**Work task**
Your task is to reproduce, exactly and only, the lines running from the line containing "Transcribe the names and structure of the screenshot" to the end of the data below, both included.

**Exercise input**
::::::
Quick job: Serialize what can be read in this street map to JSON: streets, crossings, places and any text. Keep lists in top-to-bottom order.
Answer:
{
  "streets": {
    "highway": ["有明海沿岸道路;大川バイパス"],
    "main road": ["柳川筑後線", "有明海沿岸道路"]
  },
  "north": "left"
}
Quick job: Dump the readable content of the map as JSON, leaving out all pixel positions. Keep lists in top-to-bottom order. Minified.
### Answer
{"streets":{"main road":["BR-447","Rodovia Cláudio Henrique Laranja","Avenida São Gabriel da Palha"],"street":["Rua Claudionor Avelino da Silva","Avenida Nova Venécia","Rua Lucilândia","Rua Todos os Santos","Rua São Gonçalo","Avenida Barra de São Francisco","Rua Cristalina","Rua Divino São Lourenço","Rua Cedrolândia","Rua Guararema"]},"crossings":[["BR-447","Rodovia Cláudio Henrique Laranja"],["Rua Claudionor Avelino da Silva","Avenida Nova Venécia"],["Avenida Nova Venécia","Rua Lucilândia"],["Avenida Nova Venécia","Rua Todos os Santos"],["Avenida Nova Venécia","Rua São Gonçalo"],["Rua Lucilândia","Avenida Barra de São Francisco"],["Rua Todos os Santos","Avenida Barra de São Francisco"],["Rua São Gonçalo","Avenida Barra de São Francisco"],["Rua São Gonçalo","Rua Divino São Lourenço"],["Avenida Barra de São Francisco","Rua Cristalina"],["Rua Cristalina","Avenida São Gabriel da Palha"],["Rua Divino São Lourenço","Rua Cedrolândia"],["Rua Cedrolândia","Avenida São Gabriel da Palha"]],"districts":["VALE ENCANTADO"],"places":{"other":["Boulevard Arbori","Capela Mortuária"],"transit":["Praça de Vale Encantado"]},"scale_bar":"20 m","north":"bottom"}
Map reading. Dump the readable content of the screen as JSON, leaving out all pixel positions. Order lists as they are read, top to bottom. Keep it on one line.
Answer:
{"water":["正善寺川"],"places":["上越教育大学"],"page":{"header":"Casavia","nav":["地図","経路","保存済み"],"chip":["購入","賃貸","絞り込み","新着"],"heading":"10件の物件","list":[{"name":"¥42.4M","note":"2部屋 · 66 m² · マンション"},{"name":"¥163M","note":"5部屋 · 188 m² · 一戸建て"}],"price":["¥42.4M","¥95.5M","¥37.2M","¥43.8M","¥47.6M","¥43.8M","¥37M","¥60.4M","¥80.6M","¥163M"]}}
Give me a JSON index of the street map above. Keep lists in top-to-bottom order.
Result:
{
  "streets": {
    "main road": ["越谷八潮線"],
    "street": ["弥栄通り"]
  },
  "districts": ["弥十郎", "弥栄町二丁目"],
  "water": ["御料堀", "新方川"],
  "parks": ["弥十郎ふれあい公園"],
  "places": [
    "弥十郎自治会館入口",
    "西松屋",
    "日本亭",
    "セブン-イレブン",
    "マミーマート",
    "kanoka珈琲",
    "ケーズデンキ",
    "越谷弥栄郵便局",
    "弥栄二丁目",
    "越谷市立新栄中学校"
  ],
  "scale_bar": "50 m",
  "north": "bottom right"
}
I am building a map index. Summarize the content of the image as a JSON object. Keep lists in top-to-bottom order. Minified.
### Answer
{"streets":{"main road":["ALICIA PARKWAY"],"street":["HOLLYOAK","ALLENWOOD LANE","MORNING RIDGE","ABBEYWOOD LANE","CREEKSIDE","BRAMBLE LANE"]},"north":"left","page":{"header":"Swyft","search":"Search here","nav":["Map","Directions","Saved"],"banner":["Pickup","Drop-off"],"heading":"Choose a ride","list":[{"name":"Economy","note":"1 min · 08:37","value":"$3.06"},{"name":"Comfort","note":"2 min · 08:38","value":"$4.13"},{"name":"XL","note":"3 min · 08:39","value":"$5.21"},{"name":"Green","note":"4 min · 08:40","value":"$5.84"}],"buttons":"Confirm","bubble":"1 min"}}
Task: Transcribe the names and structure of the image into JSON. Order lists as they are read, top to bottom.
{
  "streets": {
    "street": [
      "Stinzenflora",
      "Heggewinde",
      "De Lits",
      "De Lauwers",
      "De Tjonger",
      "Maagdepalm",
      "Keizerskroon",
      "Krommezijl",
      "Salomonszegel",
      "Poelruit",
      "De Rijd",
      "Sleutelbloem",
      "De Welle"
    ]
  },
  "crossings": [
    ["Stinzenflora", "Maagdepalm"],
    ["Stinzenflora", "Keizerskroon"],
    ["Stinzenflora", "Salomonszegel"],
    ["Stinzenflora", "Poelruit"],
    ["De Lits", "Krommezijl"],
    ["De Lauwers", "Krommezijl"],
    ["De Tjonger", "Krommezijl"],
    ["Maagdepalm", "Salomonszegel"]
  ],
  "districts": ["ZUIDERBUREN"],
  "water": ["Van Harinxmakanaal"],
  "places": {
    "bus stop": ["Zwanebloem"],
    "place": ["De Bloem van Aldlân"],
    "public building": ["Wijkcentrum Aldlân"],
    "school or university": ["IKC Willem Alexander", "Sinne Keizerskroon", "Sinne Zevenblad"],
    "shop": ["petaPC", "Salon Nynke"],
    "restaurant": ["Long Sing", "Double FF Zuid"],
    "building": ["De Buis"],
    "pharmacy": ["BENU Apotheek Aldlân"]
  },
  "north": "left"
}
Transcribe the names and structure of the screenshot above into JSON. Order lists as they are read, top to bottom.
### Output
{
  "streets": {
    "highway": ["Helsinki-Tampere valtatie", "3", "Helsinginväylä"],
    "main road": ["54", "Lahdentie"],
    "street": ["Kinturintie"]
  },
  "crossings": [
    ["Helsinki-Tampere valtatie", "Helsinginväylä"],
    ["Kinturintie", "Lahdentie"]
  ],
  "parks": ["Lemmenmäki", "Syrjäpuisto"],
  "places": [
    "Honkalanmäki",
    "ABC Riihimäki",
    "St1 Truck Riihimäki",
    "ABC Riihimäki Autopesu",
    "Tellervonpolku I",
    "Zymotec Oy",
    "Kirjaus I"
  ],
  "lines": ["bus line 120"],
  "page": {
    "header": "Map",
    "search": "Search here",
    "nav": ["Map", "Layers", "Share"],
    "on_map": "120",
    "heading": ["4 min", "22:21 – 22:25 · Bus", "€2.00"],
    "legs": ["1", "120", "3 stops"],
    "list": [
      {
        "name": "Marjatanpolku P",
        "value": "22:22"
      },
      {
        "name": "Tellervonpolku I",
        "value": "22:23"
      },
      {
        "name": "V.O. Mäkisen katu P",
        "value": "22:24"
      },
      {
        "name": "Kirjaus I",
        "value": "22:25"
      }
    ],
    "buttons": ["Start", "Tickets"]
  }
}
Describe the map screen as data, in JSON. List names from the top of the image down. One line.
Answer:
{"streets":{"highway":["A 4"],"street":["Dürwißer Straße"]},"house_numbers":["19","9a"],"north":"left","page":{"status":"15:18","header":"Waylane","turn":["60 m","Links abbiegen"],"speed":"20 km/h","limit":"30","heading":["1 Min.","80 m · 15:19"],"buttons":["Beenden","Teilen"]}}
::::::
**Expected answer**
Transcribe the names and structure of the screenshot above into JSON. Order lists as they are read, top to bottom.
### Output
{
  "streets": {
    "highway": ["Helsinki-Tampere valtatie", "3", "Helsinginväylä"],
    "main road": ["54", "Lahdentie"],
    "street": ["Kinturintie"]
  },
  "crossings": [
    ["Helsinki-Tampere valtatie", "Helsinginväylä"],
    ["Kinturintie", "Lahdentie"]
  ],
  "parks": ["Lemmenmäki", "Syrjäpuisto"],
  "places": [
    "Honkalanmäki",
    "ABC Riihimäki",
    "St1 Truck Riihimäki",
    "ABC Riihimäki Autopesu",
    "Tellervonpolku I",
    "Zymotec Oy",
    "Kirjaus I"
  ],
  "lines": ["bus line 120"],
  "page": {
    "header": "Map",
    "search": "Search here",
    "nav": ["Map", "Layers", "Share"],
    "on_map": "120",
    "heading": ["4 min", "22:21 – 22:25 · Bus", "€2.00"],
    "legs": ["1", "120", "3 stops"],
    "list": [
      {
        "name": "Marjatanpolku P",
        "value": "22:22"
      },
      {
        "name": "Tellervonpolku I",
        "value": "22:23"
      },
      {
        "name": "V.O. Mäkisen katu P",
        "value": "22:24"
      },
      {
        "name": "Kirjaus I",
        "value": "22:25"
      }
    ],
    "buttons": ["Start", "Tickets"]
  }
}
Describe the map screen as data, in JSON. List names from the top of the image down. One line.
Answer:
{"streets":{"highway":["A 4"],"street":["Dürwißer Straße"]},"house_numbers":["19","9a"],"north":"left","page":{"status":"15:18","header":"Waylane","turn":["60 m","Links abbiegen"],"speed":"20 km/h","limit":"30","heading":["1 Min.","80 m · 15:19"],"buttons":["Beenden","Teilen"]}}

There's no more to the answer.